Goal of the exercise —
Here is a listing. Reproduce it exactly.

** Opening Records supplied block **

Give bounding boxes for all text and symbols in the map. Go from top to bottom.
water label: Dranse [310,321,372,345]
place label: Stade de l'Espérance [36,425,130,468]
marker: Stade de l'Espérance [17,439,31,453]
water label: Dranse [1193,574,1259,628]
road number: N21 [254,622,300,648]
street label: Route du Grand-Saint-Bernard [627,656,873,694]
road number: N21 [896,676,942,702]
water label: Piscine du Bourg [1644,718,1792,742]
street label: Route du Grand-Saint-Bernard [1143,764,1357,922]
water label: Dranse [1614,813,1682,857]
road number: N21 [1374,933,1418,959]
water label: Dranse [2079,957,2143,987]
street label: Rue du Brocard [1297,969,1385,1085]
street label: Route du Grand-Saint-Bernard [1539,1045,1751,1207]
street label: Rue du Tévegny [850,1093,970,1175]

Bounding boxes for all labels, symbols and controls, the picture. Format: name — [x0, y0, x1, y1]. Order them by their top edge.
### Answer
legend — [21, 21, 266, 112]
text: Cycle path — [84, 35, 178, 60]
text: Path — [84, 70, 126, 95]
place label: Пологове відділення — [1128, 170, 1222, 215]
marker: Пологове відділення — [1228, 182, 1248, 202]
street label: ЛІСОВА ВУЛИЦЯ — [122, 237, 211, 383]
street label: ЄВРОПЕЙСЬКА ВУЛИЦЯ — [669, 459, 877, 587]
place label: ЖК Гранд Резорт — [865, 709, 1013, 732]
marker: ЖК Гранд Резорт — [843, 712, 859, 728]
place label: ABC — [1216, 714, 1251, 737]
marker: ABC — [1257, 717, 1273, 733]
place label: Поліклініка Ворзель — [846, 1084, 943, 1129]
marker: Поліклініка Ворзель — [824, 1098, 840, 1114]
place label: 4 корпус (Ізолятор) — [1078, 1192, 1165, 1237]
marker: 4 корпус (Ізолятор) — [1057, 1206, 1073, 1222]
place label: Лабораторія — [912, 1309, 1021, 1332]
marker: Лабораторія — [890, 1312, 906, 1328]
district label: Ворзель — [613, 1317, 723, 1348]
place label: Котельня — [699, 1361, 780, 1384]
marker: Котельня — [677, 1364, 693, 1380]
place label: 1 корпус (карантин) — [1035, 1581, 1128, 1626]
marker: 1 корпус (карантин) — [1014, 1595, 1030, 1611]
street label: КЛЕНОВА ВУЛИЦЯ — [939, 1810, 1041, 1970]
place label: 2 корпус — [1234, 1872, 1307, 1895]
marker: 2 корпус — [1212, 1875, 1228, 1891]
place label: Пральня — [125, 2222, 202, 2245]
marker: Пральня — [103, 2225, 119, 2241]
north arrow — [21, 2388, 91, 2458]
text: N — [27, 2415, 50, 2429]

** Closing Records supplied block **

Your response —
Give bounding boxes for all text and symbols in the map. Go from top to bottom.
water label: Dranse [310,321,372,345]
place label: Stade de l'Espérance [36,425,130,468]
marker: Stade de l'Espérance [17,439,31,453]
water label: Dranse [1193,574,1259,628]
road number: N21 [254,622,300,648]
street label: Route du Grand-Saint-Bernard [627,656,873,694]
road number: N21 [896,676,942,702]
water label: Piscine du Bourg [1644,718,1792,742]
street label: Route du Grand-Saint-Bernard [1143,764,1357,922]
water label: Dranse [1614,813,1682,857]
road number: N21 [1374,933,1418,959]
water label: Dranse [2079,957,2143,987]
street label: Rue du Brocard [1297,969,1385,1085]
street label: Route du Grand-Saint-Bernard [1539,1045,1751,1207]
street label: Rue du Tévegny [850,1093,970,1175]

Bounding boxes for all labels, symbols and controls, the picture. Format: name — [x0, y0, x1, y1]. Order them by their top edge.
### Answer
legend — [21, 21, 266, 112]
text: Cycle path — [84, 35, 178, 60]
text: Path — [84, 70, 126, 95]
place label: Пологове відділення — [1128, 170, 1222, 215]
marker: Пологове відділення — [1228, 182, 1248, 202]
street label: ЛІСОВА ВУЛИЦЯ — [122, 237, 211, 383]
street label: ЄВРОПЕЙСЬКА ВУЛИЦЯ — [669, 459, 877, 587]
place label: ЖК Гранд Резорт — [865, 709, 1013, 732]
marker: ЖК Гранд Резорт — [843, 712, 859, 728]
place label: ABC — [1216, 714, 1251, 737]
marker: ABC — [1257, 717, 1273, 733]
place label: Поліклініка Ворзель — [846, 1084, 943, 1129]
marker: Поліклініка Ворзель — [824, 1098, 840, 1114]
place label: 4 корпус (Ізолятор) — [1078, 1192, 1165, 1237]
marker: 4 корпус (Ізолятор) — [1057, 1206, 1073, 1222]
place label: Лабораторія — [912, 1309, 1021, 1332]
marker: Лабораторія — [890, 1312, 906, 1328]
district label: Ворзель — [613, 1317, 723, 1348]
place label: Котельня — [699, 1361, 780, 1384]
marker: Котельня — [677, 1364, 693, 1380]
place label: 1 корпус (карантин) — [1035, 1581, 1128, 1626]
marker: 1 корпус (карантин) — [1014, 1595, 1030, 1611]
street label: КЛЕНОВА ВУЛИЦЯ — [939, 1810, 1041, 1970]
place label: 2 корпус — [1234, 1872, 1307, 1895]
marker: 2 корпус — [1212, 1875, 1228, 1891]
place label: Пральня — [125, 2222, 202, 2245]
marker: Пральня — [103, 2225, 119, 2241]
north arrow — [21, 2388, 91, 2458]
text: N — [27, 2415, 50, 2429]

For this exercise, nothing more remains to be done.